[Directions]: Your answer must consist of every line from the data below that includes the word "Avenue".

Records from a dataset
<<<<
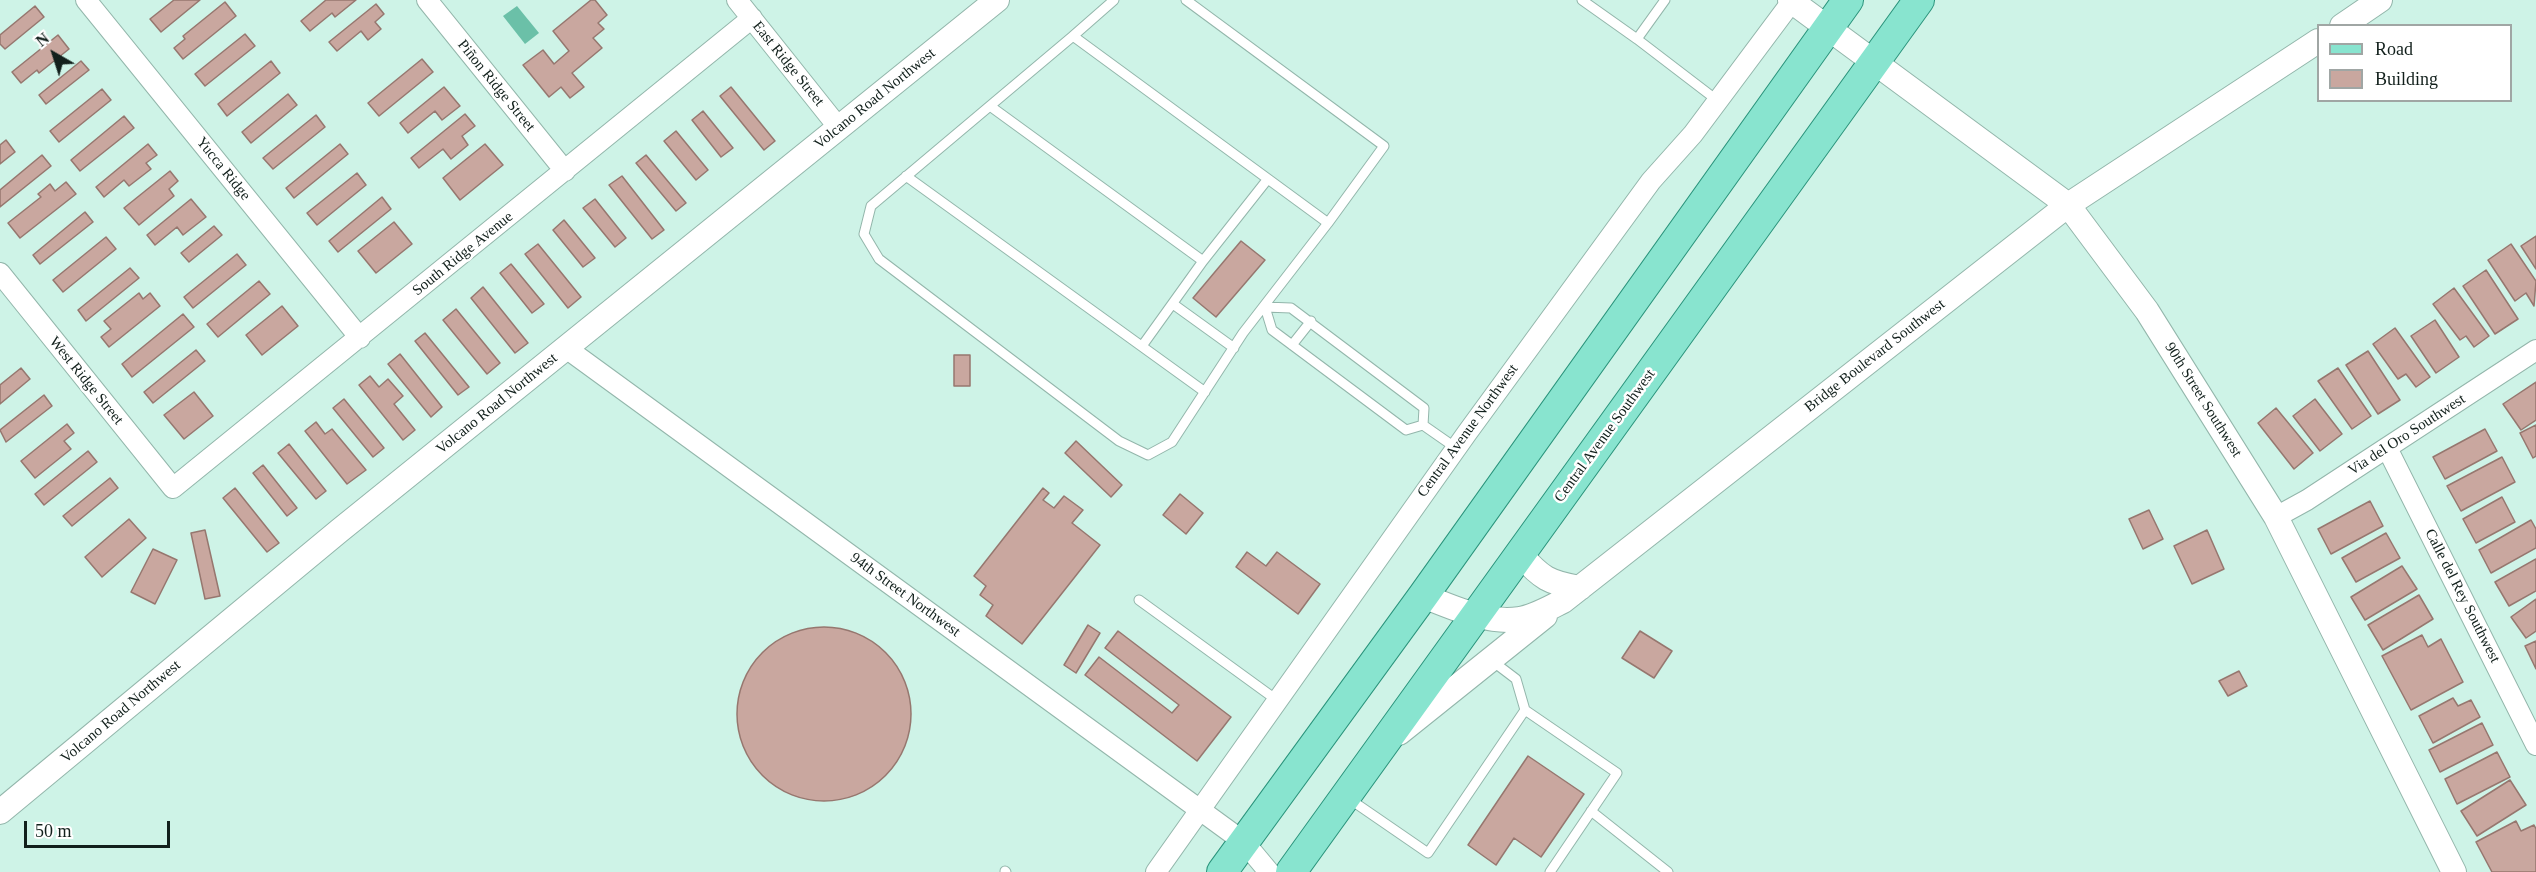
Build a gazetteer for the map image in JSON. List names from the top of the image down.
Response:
{
  "streets": {
    "main road": ["Central Avenue Southwest"],
    "street": [
      "East Ridge Street",
      "Piñon Ridge Street",
      "Volcano Road Northwest",
      "Yucca Ridge",
      "South Ridge Avenue",
      "Bridge Boulevard Southwest",
      "West Ridge Street",
      "90th Street Southwest",
      "Central Avenue Northwest",
      "Via del Oro Southwest",
      "94th Street Northwest",
      "Calle del Rey Southwest"
    ]
  },
  "crossings": [
    ["East Ridge Street", "Volcano Road Northwest"],
    ["East Ridge Street", "South Ridge Avenue"],
    ["Piñon Ridge Street", "South Ridge Avenue"],
    ["Volcano Road Northwest", "94th Street Northwest"],
    ["Yucca Ridge", "South Ridge Avenue"],
    ["South Ridge Avenue", "West Ridge Street"],
    ["Bridge Boulevard Southwest", "90th Street Southwest"],
    ["Bridge Boulevard Southwest", "Central Avenue Southwest"],
    ["90th Street Southwest", "Central Avenue Northwest"],
    ["90th Street Southwest", "Via del Oro Southwest"],
    ["90th Street Southwest", "Central Avenue Southwest"],
    ["Central Avenue Northwest", "94th Street Northwest"],
    ["Via del Oro Southwest", "Calle del Rey Southwest"]
  ],
  "legend": ["Road", "Building"],
  "scale_bar": "50 m",
  "north": "top left"
}
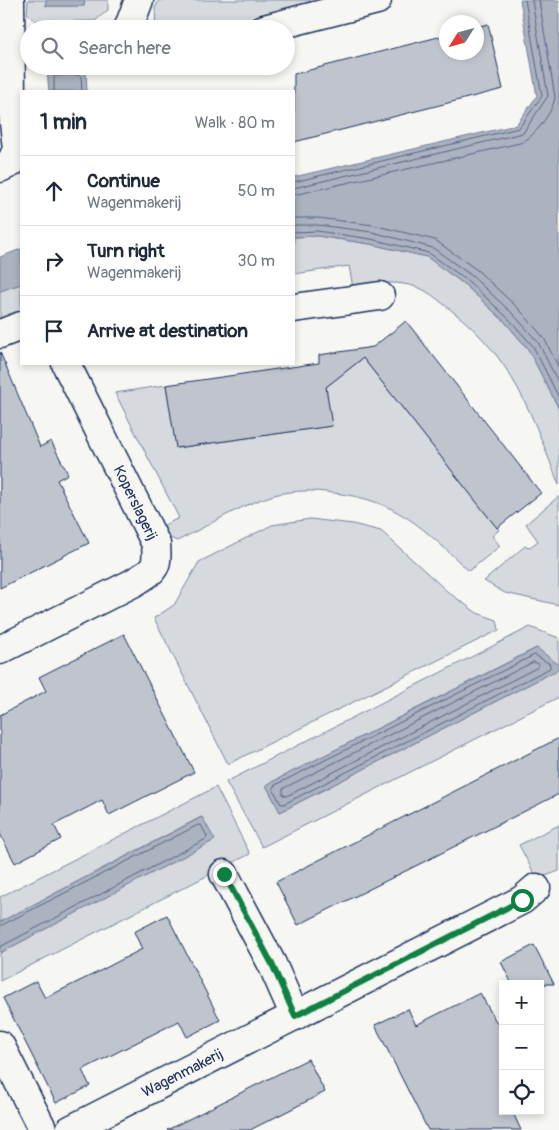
>>>>
[Response area]:
    "main road": ["Central Avenue Southwest"],
      "South Ridge Avenue",
      "Central Avenue Northwest",
    ["East Ridge Street", "South Ridge Avenue"],
    ["Piñon Ridge Street", "South Ridge Avenue"],
    ["Yucca Ridge", "South Ridge Avenue"],
    ["South Ridge Avenue", "West Ridge Street"],
    ["Bridge Boulevard Southwest", "Central Avenue Southwest"],
    ["90th Street Southwest", "Central Avenue Northwest"],
    ["90th Street Southwest", "Central Avenue Southwest"],
    ["Central Avenue Northwest", "94th Street Northwest"],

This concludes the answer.